Task input:
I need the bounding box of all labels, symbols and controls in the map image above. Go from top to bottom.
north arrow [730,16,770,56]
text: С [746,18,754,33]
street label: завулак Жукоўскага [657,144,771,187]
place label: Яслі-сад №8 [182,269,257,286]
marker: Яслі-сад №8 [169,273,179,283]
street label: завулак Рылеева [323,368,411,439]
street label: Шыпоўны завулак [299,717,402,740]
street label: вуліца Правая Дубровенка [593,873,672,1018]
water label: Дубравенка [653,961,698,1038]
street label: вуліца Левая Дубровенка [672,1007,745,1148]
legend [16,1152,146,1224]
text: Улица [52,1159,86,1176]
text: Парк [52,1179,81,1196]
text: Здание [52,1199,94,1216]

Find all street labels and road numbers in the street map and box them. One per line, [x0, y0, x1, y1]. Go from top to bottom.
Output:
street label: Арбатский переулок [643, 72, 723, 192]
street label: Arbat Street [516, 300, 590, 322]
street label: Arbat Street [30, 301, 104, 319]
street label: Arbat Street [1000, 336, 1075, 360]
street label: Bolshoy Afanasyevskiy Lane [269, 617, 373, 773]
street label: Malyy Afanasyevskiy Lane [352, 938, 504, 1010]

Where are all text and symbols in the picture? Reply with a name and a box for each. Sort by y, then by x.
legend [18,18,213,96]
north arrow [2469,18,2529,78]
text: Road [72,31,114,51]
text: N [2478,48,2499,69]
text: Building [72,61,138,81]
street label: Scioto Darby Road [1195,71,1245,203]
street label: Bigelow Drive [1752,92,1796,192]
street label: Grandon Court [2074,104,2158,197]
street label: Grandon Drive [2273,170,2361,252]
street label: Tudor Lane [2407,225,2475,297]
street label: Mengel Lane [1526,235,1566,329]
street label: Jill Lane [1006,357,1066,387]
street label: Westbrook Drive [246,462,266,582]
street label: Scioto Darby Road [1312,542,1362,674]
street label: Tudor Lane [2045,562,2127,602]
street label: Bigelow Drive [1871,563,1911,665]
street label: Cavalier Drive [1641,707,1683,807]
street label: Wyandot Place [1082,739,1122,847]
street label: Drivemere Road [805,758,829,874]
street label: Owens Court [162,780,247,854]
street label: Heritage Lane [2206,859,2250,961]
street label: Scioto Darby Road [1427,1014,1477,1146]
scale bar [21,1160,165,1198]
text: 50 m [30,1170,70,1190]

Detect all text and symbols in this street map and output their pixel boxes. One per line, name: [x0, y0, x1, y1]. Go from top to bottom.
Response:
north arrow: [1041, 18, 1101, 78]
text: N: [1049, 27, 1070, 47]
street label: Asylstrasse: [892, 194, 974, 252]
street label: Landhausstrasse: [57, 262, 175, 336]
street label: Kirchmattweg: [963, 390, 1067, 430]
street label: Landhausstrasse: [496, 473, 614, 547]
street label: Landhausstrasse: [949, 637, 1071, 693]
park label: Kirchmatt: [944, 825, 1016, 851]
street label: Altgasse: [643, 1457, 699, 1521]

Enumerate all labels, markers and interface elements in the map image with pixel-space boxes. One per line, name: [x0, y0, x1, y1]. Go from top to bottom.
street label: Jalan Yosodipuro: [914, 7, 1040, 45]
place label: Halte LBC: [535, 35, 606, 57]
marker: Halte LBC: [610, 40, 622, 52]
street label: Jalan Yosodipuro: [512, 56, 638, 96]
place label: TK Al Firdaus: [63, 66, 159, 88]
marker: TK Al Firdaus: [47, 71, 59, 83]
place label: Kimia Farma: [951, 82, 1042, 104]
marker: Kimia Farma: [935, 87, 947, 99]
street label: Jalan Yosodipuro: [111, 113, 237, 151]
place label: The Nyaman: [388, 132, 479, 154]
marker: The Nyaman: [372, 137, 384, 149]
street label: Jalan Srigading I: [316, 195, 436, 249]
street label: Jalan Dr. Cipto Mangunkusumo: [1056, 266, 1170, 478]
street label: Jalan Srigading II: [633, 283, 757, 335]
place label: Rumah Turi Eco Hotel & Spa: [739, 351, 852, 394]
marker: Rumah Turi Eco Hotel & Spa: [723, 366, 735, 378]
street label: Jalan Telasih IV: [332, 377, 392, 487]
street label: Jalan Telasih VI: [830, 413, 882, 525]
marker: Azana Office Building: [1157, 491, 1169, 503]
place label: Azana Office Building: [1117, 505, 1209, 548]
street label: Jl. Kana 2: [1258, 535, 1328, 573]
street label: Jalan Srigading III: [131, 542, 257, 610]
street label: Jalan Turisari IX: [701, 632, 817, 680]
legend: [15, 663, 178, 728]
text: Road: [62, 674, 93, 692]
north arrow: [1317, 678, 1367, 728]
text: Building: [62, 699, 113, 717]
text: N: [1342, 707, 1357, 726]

Problem requirements: Your reply must repeat the records above exactly and in full.

Written solution:
I need the bounding box of all labels, symbols and controls in the map image above. Go from top to bottom.
north arrow [730,16,770,56]
text: С [746,18,754,33]
street label: завулак Жукоўскага [657,144,771,187]
place label: Яслі-сад №8 [182,269,257,286]
marker: Яслі-сад №8 [169,273,179,283]
street label: завулак Рылеева [323,368,411,439]
street label: Шыпоўны завулак [299,717,402,740]
street label: вуліца Правая Дубровенка [593,873,672,1018]
water label: Дубравенка [653,961,698,1038]
street label: вуліца Левая Дубровенка [672,1007,745,1148]
legend [16,1152,146,1224]
text: Улица [52,1159,86,1176]
text: Парк [52,1179,81,1196]
text: Здание [52,1199,94,1216]

Find all street labels and road numbers in the street map and box them. One per line, [x0, y0, x1, y1]. Go from top to bottom.
Output:
street label: Арбатский переулок [643, 72, 723, 192]
street label: Arbat Street [516, 300, 590, 322]
street label: Arbat Street [30, 301, 104, 319]
street label: Arbat Street [1000, 336, 1075, 360]
street label: Bolshoy Afanasyevskiy Lane [269, 617, 373, 773]
street label: Malyy Afanasyevskiy Lane [352, 938, 504, 1010]

Where are all text and symbols in the picture? Reply with a name and a box for each. Sort by y, then by x.
legend [18,18,213,96]
north arrow [2469,18,2529,78]
text: Road [72,31,114,51]
text: N [2478,48,2499,69]
text: Building [72,61,138,81]
street label: Scioto Darby Road [1195,71,1245,203]
street label: Bigelow Drive [1752,92,1796,192]
street label: Grandon Court [2074,104,2158,197]
street label: Grandon Drive [2273,170,2361,252]
street label: Tudor Lane [2407,225,2475,297]
street label: Mengel Lane [1526,235,1566,329]
street label: Jill Lane [1006,357,1066,387]
street label: Westbrook Drive [246,462,266,582]
street label: Scioto Darby Road [1312,542,1362,674]
street label: Tudor Lane [2045,562,2127,602]
street label: Bigelow Drive [1871,563,1911,665]
street label: Cavalier Drive [1641,707,1683,807]
street label: Wyandot Place [1082,739,1122,847]
street label: Drivemere Road [805,758,829,874]
street label: Owens Court [162,780,247,854]
street label: Heritage Lane [2206,859,2250,961]
street label: Scioto Darby Road [1427,1014,1477,1146]
scale bar [21,1160,165,1198]
text: 50 m [30,1170,70,1190]

Detect all text and symbols in this street map and output their pixel boxes. One per line, name: [x0, y0, x1, y1]. Go from top to bottom.
Response:
north arrow: [1041, 18, 1101, 78]
text: N: [1049, 27, 1070, 47]
street label: Asylstrasse: [892, 194, 974, 252]
street label: Landhausstrasse: [57, 262, 175, 336]
street label: Kirchmattweg: [963, 390, 1067, 430]
street label: Landhausstrasse: [496, 473, 614, 547]
street label: Landhausstrasse: [949, 637, 1071, 693]
park label: Kirchmatt: [944, 825, 1016, 851]
street label: Altgasse: [643, 1457, 699, 1521]

Enumerate all labels, markers and interface elements in the map image with pixel-space boxes. One per line, name: [x0, y0, x1, y1]. Go from top to bottom.
street label: Jalan Yosodipuro: [914, 7, 1040, 45]
place label: Halte LBC: [535, 35, 606, 57]
marker: Halte LBC: [610, 40, 622, 52]
street label: Jalan Yosodipuro: [512, 56, 638, 96]
place label: TK Al Firdaus: [63, 66, 159, 88]
marker: TK Al Firdaus: [47, 71, 59, 83]
place label: Kimia Farma: [951, 82, 1042, 104]
marker: Kimia Farma: [935, 87, 947, 99]
street label: Jalan Yosodipuro: [111, 113, 237, 151]
place label: The Nyaman: [388, 132, 479, 154]
marker: The Nyaman: [372, 137, 384, 149]
street label: Jalan Srigading I: [316, 195, 436, 249]
street label: Jalan Dr. Cipto Mangunkusumo: [1056, 266, 1170, 478]
street label: Jalan Srigading II: [633, 283, 757, 335]
place label: Rumah Turi Eco Hotel & Spa: [739, 351, 852, 394]
marker: Rumah Turi Eco Hotel & Spa: [723, 366, 735, 378]
street label: Jalan Telasih IV: [332, 377, 392, 487]
street label: Jalan Telasih VI: [830, 413, 882, 525]
marker: Azana Office Building: [1157, 491, 1169, 503]
place label: Azana Office Building: [1117, 505, 1209, 548]
street label: Jl. Kana 2: [1258, 535, 1328, 573]
street label: Jalan Srigading III: [131, 542, 257, 610]
street label: Jalan Turisari IX: [701, 632, 817, 680]
legend: [15, 663, 178, 728]
text: Road: [62, 674, 93, 692]
north arrow: [1317, 678, 1367, 728]
text: Building: [62, 699, 113, 717]
text: N: [1342, 707, 1357, 726]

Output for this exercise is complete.